La recordé hace poco, cuando leí sobre una plataforma que lucra del trabajo de esos voluntarios: ellos forman grupos, traducen y subtitulan las series y quienes quieran mirarlas, deben pagar una suscripción. Viki, una suma de video y wiki, comenzó hace más de una década como una iniciativa para ayudar a aprender coreano –viendo telenovelas de 16 capítulos y sin segundas temporadas. Creció, mutó y fue comprada por una empresa japonesa de comercio electrónico llamada Rakuten. Viki ya no es una plataforma para aprender coreano mientras se llora por amores castos y contrariados. Ahora es un emporio con más de 40 millones de usuarios y oficinas en Seúl, Singapur, Tokio y San Francisco. Y es un servicio que cobra a los usuarios para ver en buena calidad sus dramas asiáticos favoritos. Cobran. Pero los traductores siguen siendo voluntarios. 

Ahora estoy igual que aquella estudiante de traducción, intentando entender las razones que llevan a los fanáticos a trabajar sin recibir compensación. Pero aún no encuentro razones para justificar esa pasión. Y la noticia de que Viki ha empezado a usar traducción automática en algunos dramas, ha empezado a colocar en los canales de discusión de la comunidad de traductores voluntarios la duda de haber alimentado a un sistema automático que pronto prescindirá de ellos. (Y, sin duda, de los profesionales remunerados que traducen y ponen subtítulos en otras plataformas).

Hoy, 30 de septiembre, es el Día Internacional de la Traducción. Lo es porque hoy se recuerda en el santoral católico a San Jerónimo, patrono de los traductores por haberse dedicado entre los años 382 y 405 a traducir la Biblia al latín. La Vulgata –edición para el pueblo– de Jerónimo, santo de las iglesias católica, luterana, anglicana y ortodoxa, fue declarada la versión única, auténtica y oficial de la Biblia en 1546, en el Concilio de Trento. Y sólo dejó de serlo hace cuarenta años, cuando en 1979 se promulgó la Nova Vulgata.  

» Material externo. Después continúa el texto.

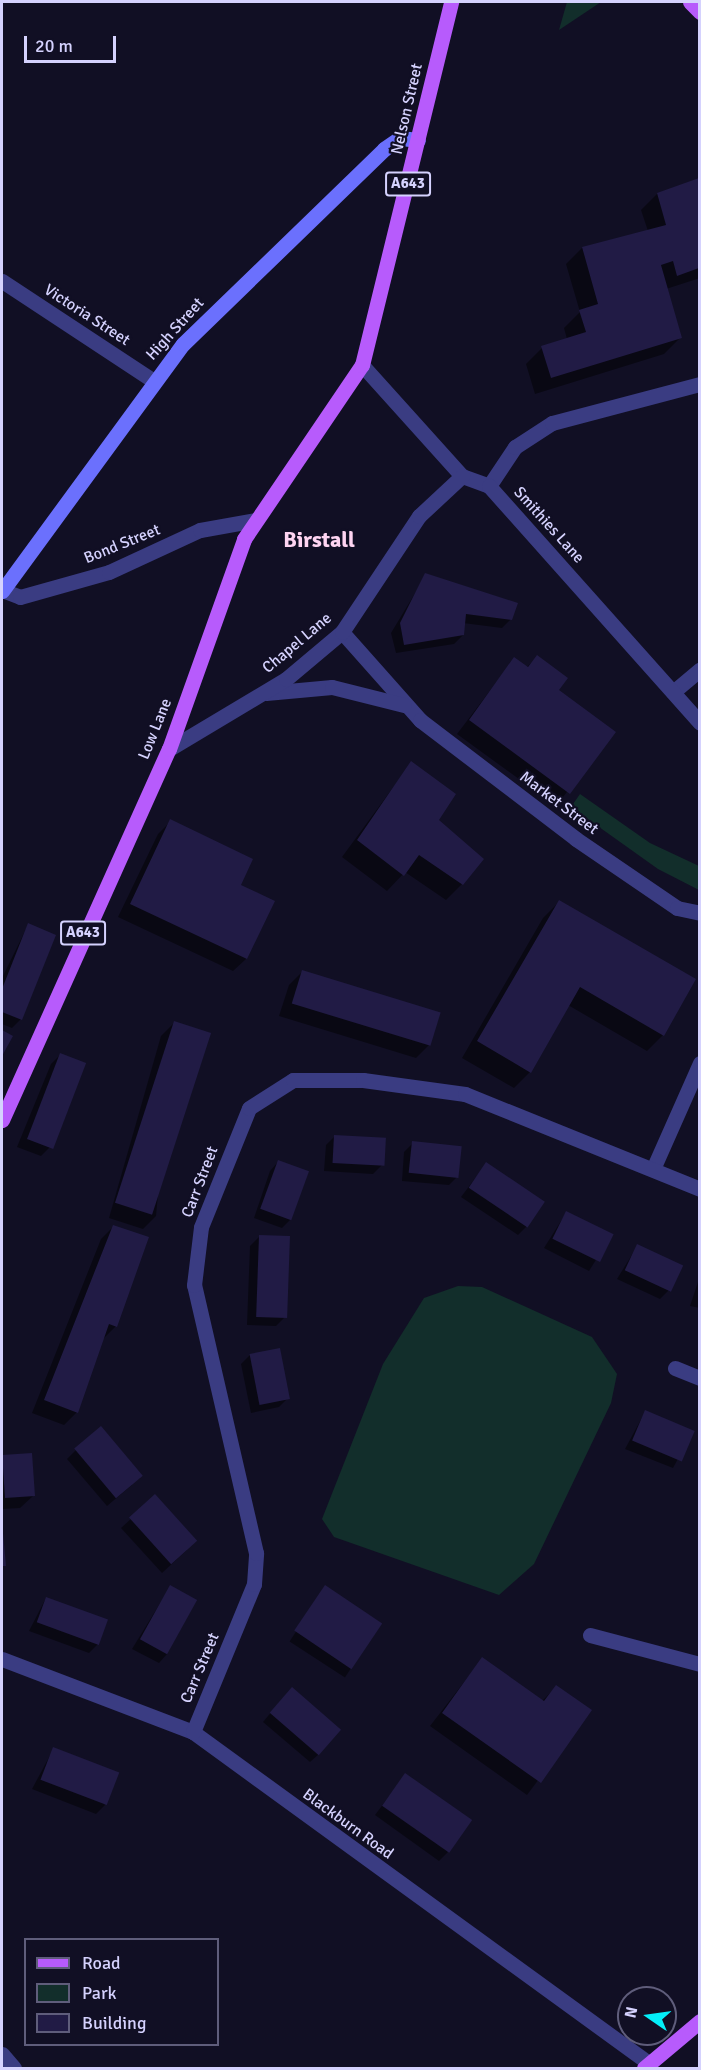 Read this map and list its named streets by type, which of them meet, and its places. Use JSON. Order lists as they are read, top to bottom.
{
  "streets": {
    "main road": [
      "Nelson Street",
      "A643",
      "High Street",
      "Low Lane"
    ],
    "street": [
      "Victoria Street",
      "Smithies Lane",
      "Bond Street",
      "Chapel Lane",
      "Market Street",
      "Carr Street",
      "Blackburn Road"
    ]
  },
  "crossings": [
    ["Nelson Street", "High Street"],
    ["Nelson Street", "Smithies Lane"],
    ["Nelson Street", "Low Lane"],
    ["Victoria Street", "High Street"],
    ["High Street", "Bond Street"],
    ["Smithies Lane", "Chapel Lane"],
    ["Smithies Lane", "Low Lane"],
    ["Bond Street", "Low Lane"],
    ["Chapel Lane", "Low Lane"],
    ["Chapel Lane", "Market Street"],
    ["Carr Street", "Blackburn Road"]
  ],
  "districts": ["Birstall"],
  "legend": ["Road", "Park", "Building"],
  "scale_bar": "20 m",
  "north": "left"
} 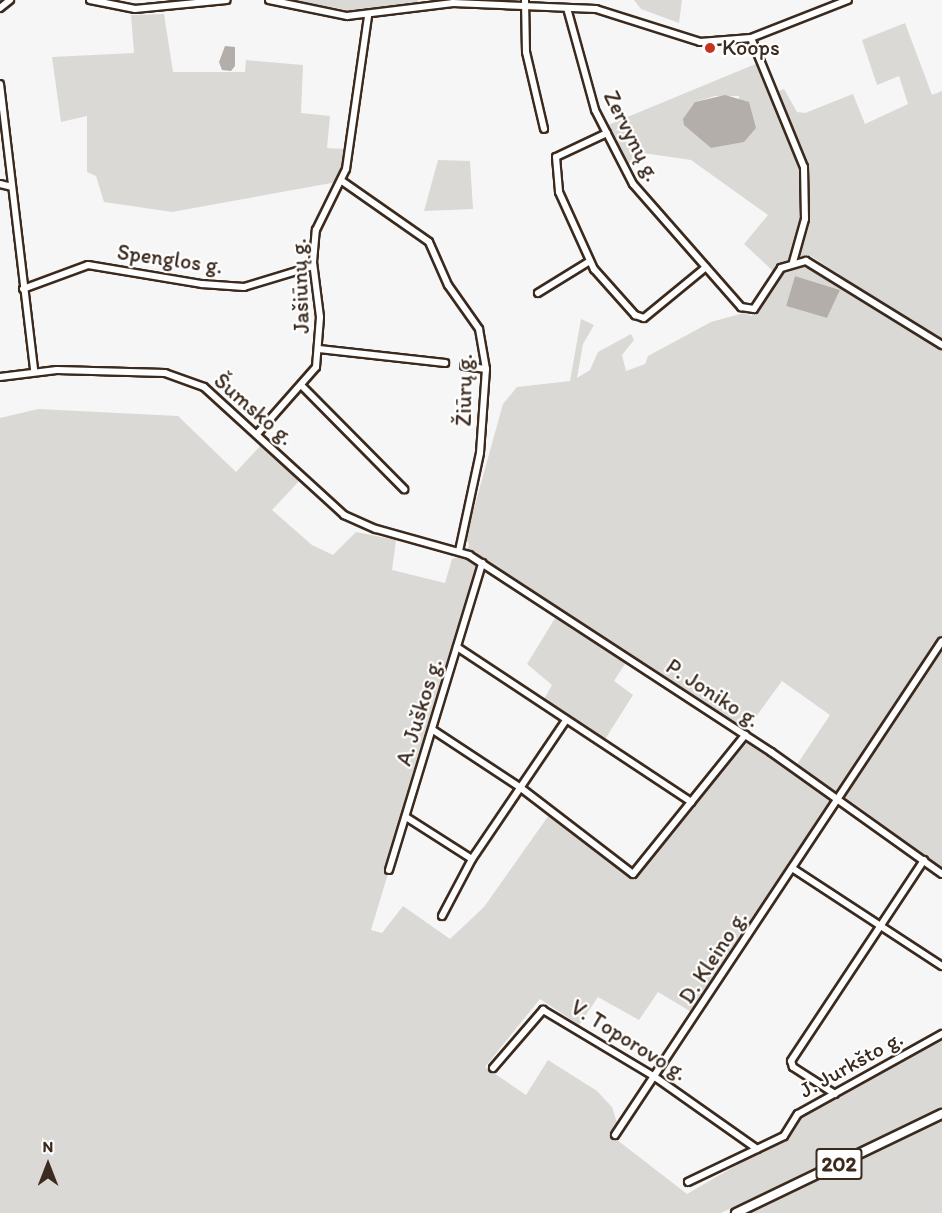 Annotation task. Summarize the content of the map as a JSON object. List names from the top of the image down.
{
  "streets": {
    "main road": ["202"],
    "street": [
      "Zervynų g.",
      "Spenglos g.",
      "Jašiūnų g.",
      "Žiūrų g.",
      "Šumsko g.",
      "P. Joniko g.",
      "A. Juškos g.",
      "D. Kleino g.",
      "V. Toporovo g.",
      "J. Jurkšto g."
    ]
  },
  "crossings": [
    ["Spenglos g.", "Jašiūnų g."],
    ["Jašiūnų g.", "Žiūrų g."],
    ["Jašiūnų g.", "Šumsko g."],
    ["Žiūrų g.", "Šumsko g."],
    ["Žiūrų g.", "P. Joniko g."],
    ["Šumsko g.", "P. Joniko g."],
    ["P. Joniko g.", "A. Juškos g."],
    ["P. Joniko g.", "D. Kleino g."],
    ["D. Kleino g.", "V. Toporovo g."],
    ["V. Toporovo g.", "J. Jurkšto g."]
  ],
  "places": ["Koops"],
  "north": "top"
} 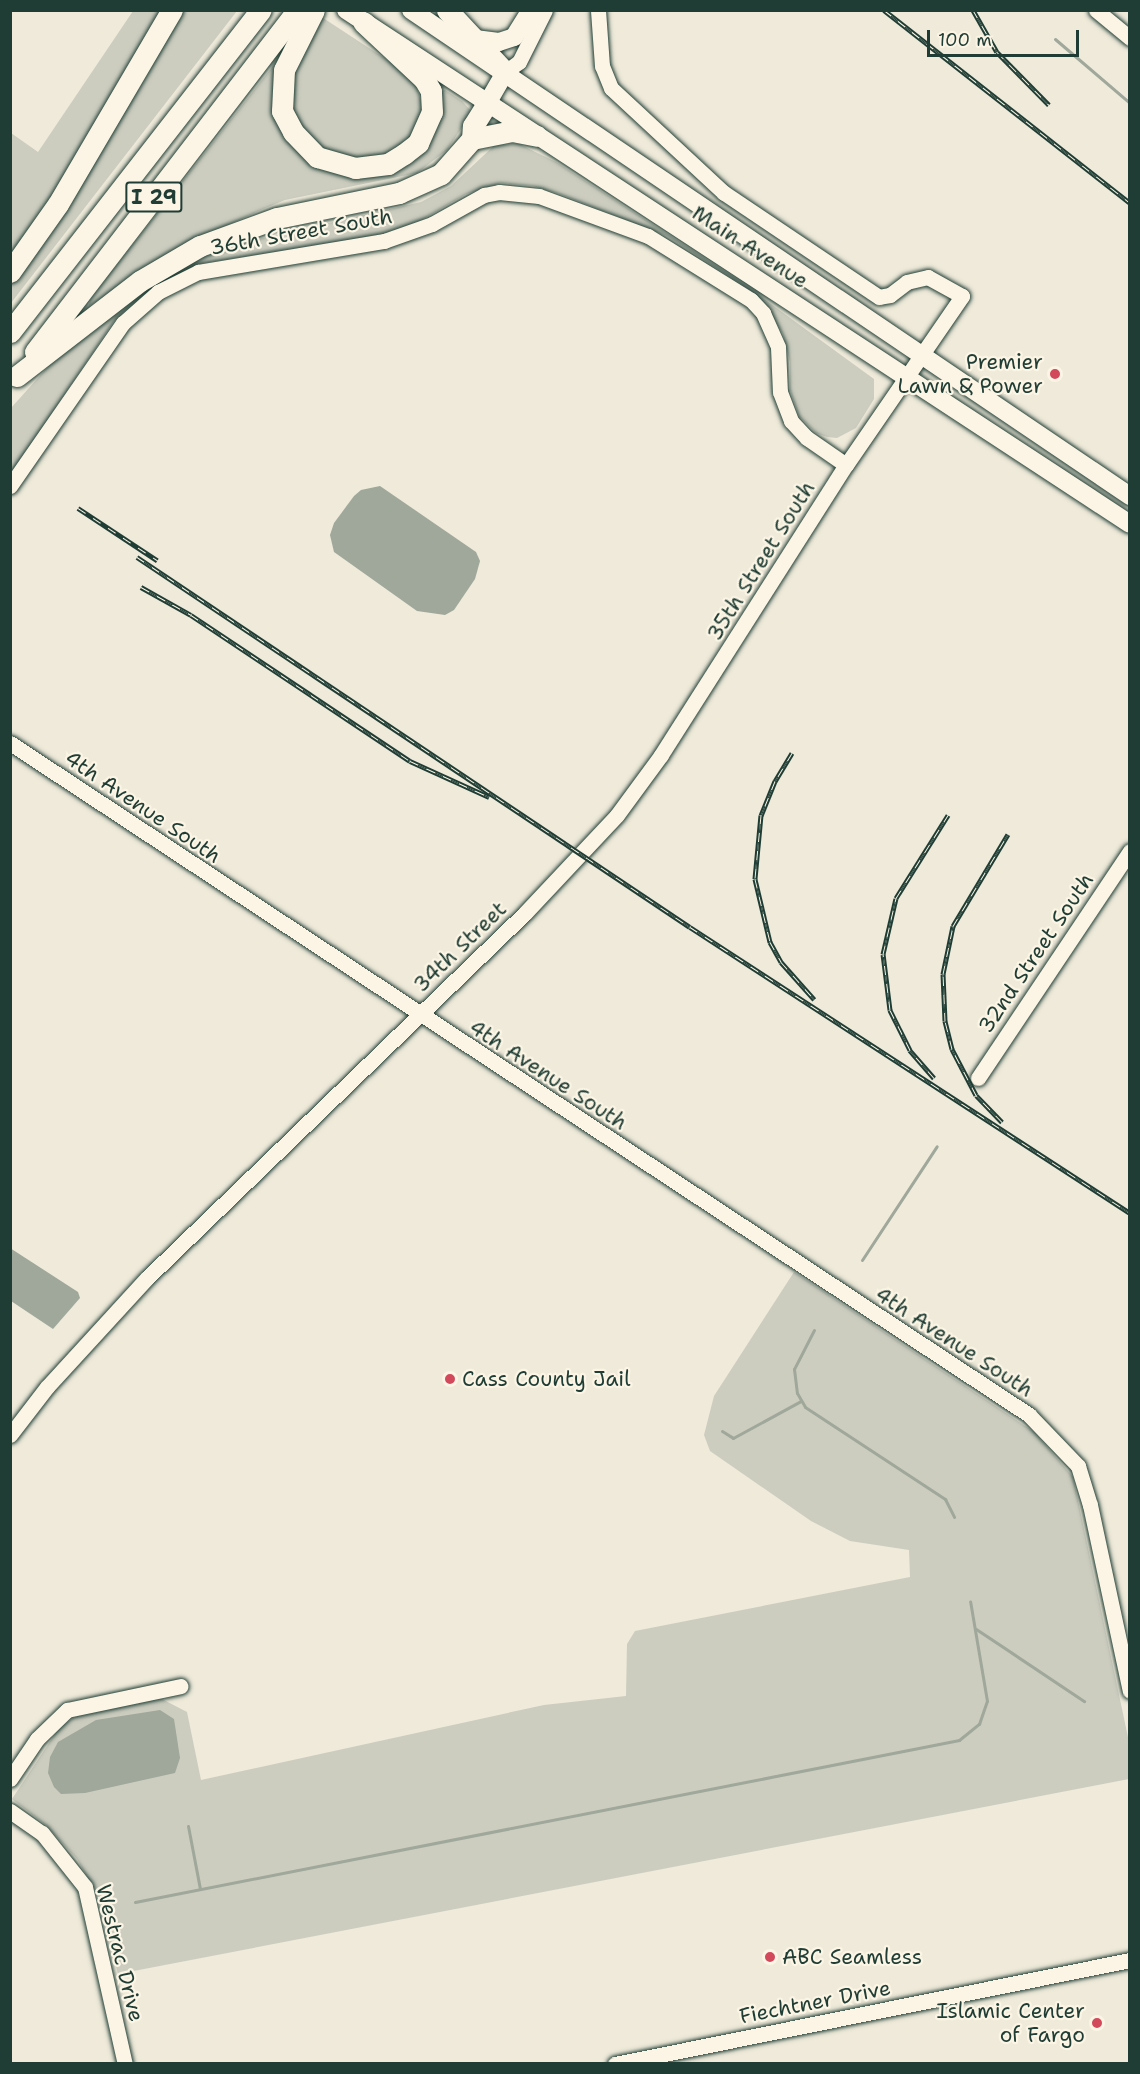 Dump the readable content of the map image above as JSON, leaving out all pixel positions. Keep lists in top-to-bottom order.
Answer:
{
  "streets": {
    "highway": ["I 29"],
    "main road": ["Main Avenue"],
    "street": [
      "36th Street South",
      "35th Street South",
      "4th Avenue South",
      "34th Street",
      "32nd Street South",
      "Westrac Drive",
      "Fiechtner Drive"
    ]
  },
  "crossings": [
    ["36th Street South", "35th Street South"],
    ["Main Avenue", "35th Street South"],
    ["35th Street South", "34th Street"],
    ["4th Avenue South", "34th Street"]
  ],
  "places": [
    "Premier Lawn & Power",
    "Cass County Jail",
    "ABC Seamless",
    "Islamic Center of Fargo"
  ],
  "scale_bar": "100 m"
} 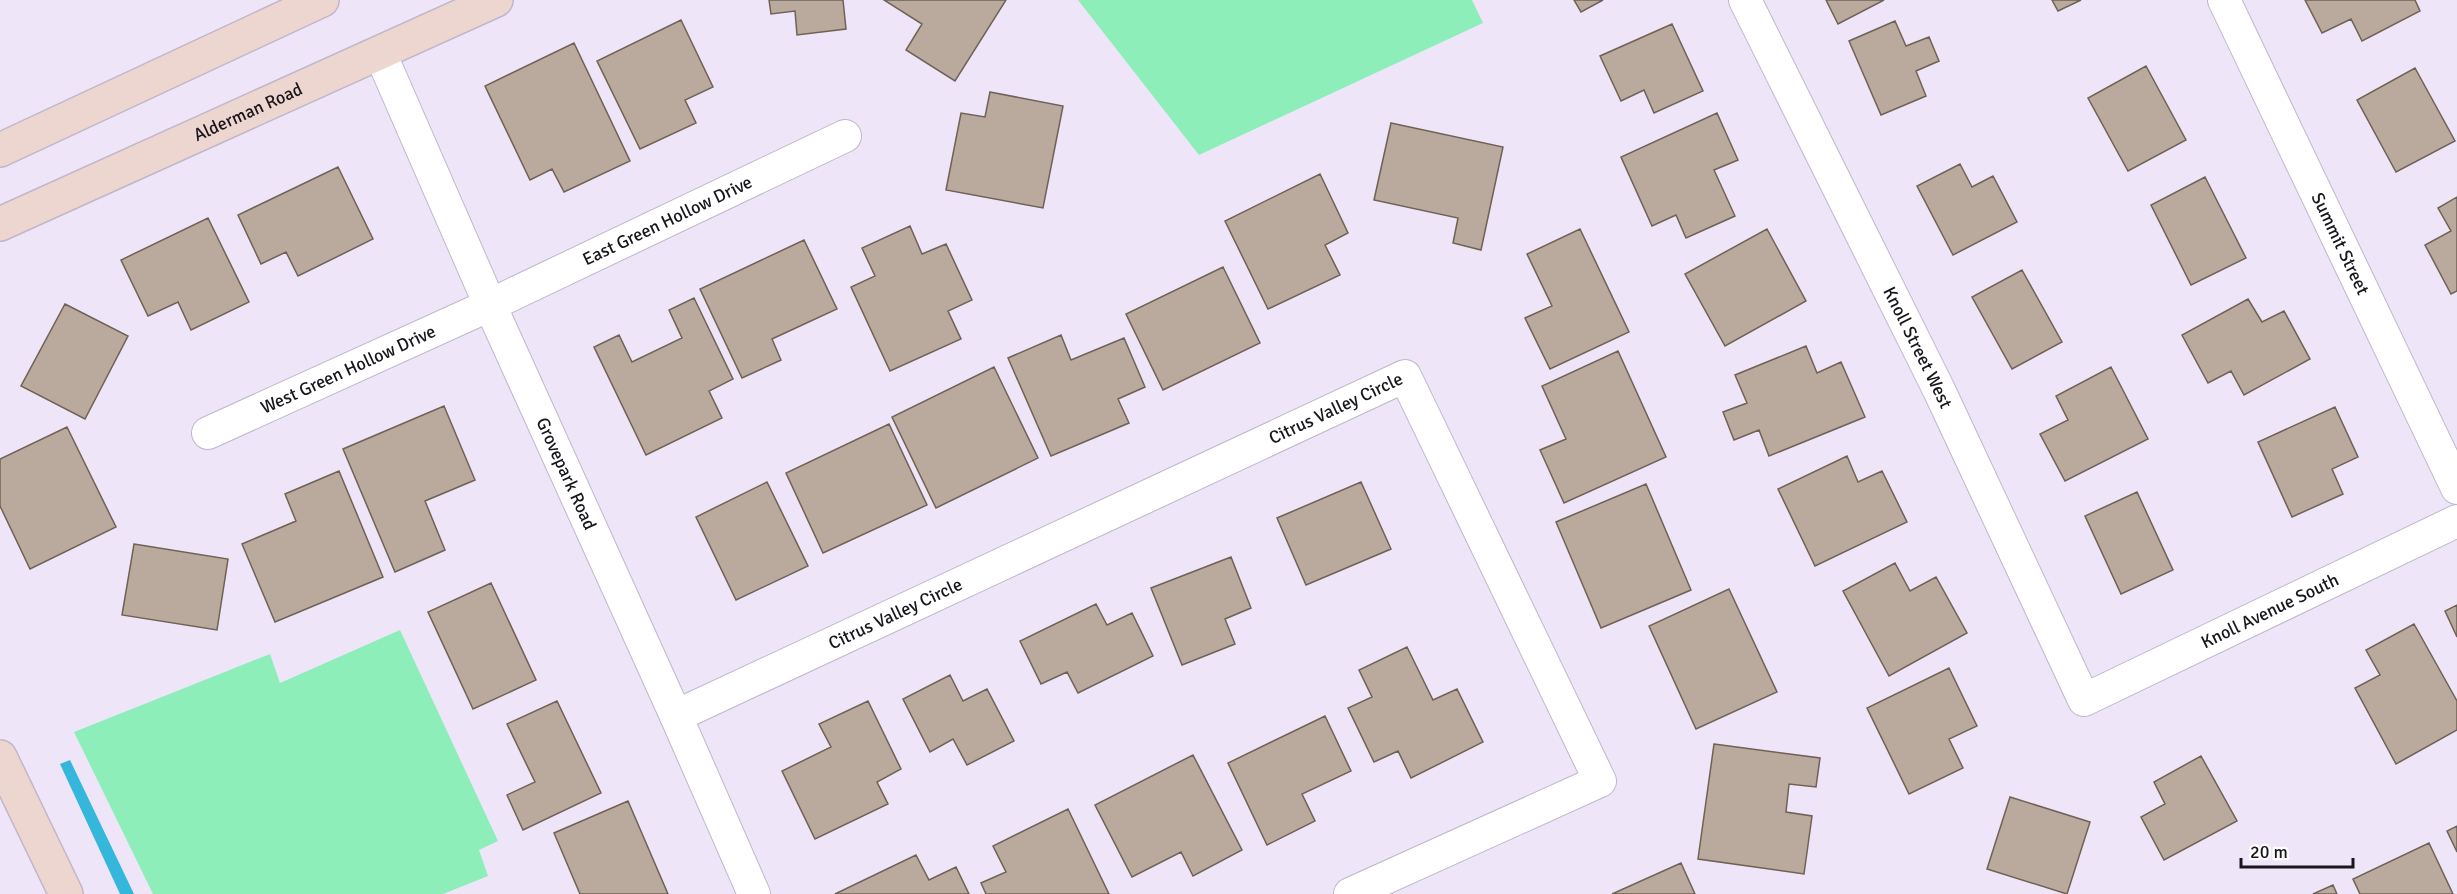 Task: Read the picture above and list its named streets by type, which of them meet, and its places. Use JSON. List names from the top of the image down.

Celebremos hoy a San Jerónimo y encomendémosle a aquellos fanáticos apasionados que trabajan durante tantas madrugadas sin ganar nada a cambio. Al final, todas esas personas que hoy se amanecerán traduciendo los diálogos de una novelita romántica coreana, sienten más o menos lo que Antoine Berman definió en L'Épreuve de l'étranger: un impulso, un deseo de traducir, motivado por la obra que pide la traducción como destino. ¿Quién explica la pasión?